• [WORK ORDER]
Two lines in the listing below mark the span: one contains "function drawText(font, color, halo, rows, align" and one contains "ctx.font = font". Reproduce both of them and everything between, exactly.

+===+

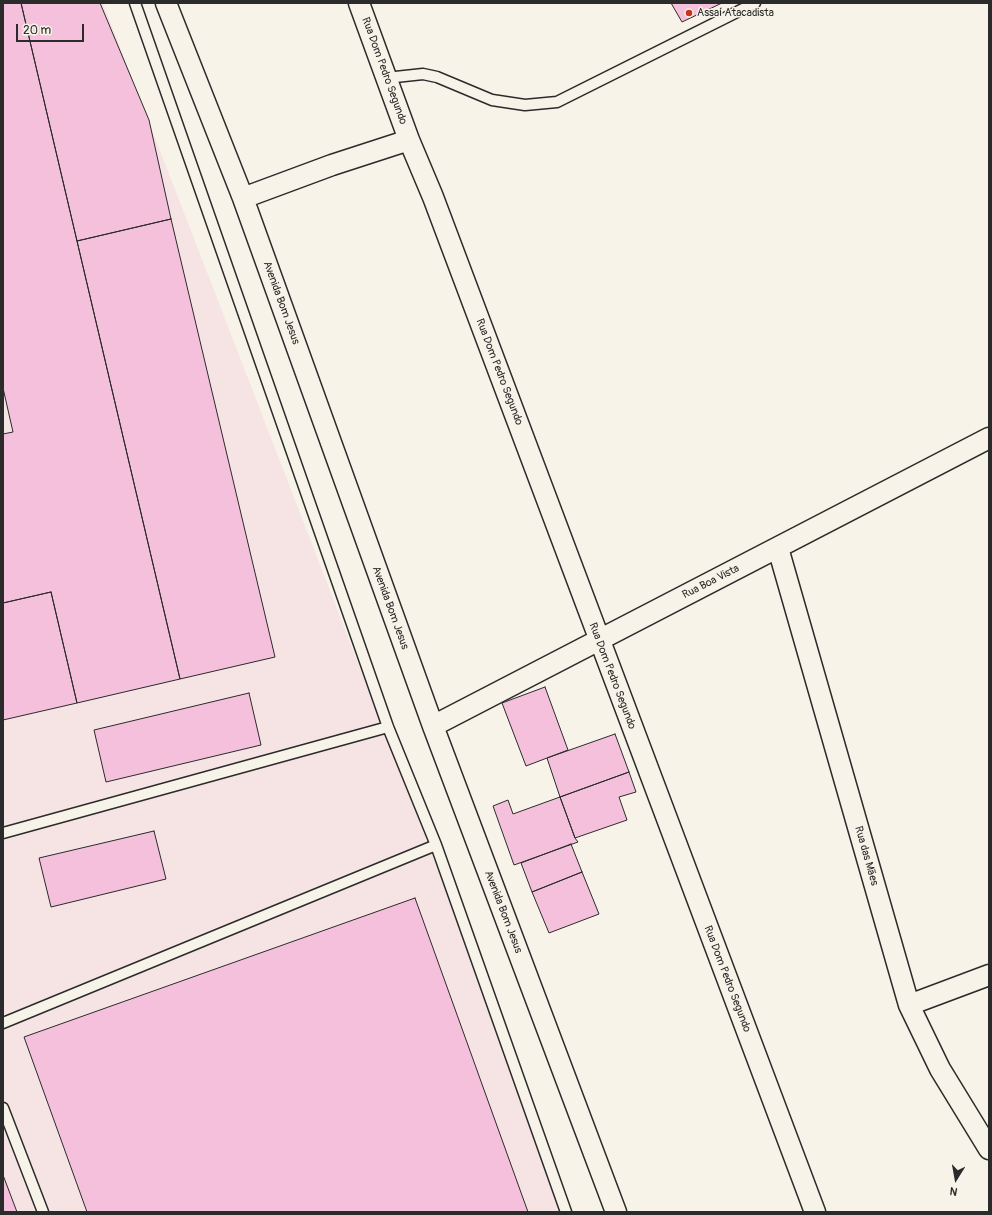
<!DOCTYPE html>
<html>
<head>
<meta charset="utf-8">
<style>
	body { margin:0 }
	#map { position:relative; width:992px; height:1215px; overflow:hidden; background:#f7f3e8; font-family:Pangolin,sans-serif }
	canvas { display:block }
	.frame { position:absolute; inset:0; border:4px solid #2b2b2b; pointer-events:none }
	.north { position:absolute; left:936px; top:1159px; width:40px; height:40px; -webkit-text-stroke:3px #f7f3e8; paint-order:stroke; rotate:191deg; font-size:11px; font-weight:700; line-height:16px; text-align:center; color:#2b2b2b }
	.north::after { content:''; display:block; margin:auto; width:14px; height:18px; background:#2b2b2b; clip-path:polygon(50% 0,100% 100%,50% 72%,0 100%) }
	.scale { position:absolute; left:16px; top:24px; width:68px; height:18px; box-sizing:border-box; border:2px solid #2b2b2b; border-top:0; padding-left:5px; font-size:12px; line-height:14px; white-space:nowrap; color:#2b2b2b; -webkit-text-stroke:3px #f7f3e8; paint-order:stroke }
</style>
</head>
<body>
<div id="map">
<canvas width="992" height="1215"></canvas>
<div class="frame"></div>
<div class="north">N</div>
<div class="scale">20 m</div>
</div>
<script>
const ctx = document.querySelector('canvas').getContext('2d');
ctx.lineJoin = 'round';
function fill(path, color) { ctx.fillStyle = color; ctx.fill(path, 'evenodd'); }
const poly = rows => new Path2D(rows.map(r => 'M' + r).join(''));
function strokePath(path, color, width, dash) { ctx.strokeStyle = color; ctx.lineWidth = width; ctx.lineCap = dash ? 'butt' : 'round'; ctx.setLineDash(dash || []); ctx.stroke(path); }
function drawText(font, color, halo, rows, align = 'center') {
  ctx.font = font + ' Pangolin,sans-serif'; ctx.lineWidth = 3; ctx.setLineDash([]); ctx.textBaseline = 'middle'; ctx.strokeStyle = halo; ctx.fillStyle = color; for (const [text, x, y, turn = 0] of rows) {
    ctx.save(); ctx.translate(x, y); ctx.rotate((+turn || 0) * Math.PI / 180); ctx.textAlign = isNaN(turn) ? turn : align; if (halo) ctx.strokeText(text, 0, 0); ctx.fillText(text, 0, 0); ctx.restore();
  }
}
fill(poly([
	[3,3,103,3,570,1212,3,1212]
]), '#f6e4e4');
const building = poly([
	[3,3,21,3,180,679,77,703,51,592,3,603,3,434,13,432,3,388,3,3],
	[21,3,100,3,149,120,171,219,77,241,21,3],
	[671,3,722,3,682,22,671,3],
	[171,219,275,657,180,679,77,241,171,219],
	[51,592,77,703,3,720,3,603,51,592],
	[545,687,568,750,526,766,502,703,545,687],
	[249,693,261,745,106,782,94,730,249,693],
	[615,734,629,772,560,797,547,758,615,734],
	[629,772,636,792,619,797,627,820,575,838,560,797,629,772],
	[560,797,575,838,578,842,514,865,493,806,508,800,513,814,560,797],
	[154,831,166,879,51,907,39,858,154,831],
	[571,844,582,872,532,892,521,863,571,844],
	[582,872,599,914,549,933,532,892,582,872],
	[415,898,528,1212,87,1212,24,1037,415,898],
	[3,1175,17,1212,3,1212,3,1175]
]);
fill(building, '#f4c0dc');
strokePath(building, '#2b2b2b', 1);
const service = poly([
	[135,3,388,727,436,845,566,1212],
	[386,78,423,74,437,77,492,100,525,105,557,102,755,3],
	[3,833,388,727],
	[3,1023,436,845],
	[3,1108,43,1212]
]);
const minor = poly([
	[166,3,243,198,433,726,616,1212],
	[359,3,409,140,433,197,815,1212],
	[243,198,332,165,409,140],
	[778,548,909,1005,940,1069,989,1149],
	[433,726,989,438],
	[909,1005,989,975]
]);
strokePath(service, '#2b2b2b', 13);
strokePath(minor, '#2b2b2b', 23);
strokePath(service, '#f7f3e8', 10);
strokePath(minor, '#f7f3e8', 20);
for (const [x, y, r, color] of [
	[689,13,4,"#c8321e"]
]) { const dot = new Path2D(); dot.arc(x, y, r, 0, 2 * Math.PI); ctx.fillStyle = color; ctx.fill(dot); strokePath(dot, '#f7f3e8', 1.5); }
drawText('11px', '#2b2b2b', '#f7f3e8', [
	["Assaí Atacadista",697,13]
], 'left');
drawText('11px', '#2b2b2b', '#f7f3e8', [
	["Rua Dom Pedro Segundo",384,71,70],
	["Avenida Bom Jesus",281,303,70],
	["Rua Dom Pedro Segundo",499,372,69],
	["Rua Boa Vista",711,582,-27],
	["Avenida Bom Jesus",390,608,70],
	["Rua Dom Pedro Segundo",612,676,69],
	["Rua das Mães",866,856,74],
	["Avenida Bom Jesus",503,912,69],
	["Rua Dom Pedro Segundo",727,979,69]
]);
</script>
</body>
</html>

+===+

• [REPLY TO THE TASK]
function drawText(font, color, halo, rows, align = 'center') {
  ctx.font = font + ' Pangolin,sans-serif'; ctx.lineWidth = 3; ctx.setLineDash([]); ctx.textBaseline = 'middle'; ctx.strokeStyle = halo; ctx.fillStyle = color; for (const [text, x, y, turn = 0] of rows) {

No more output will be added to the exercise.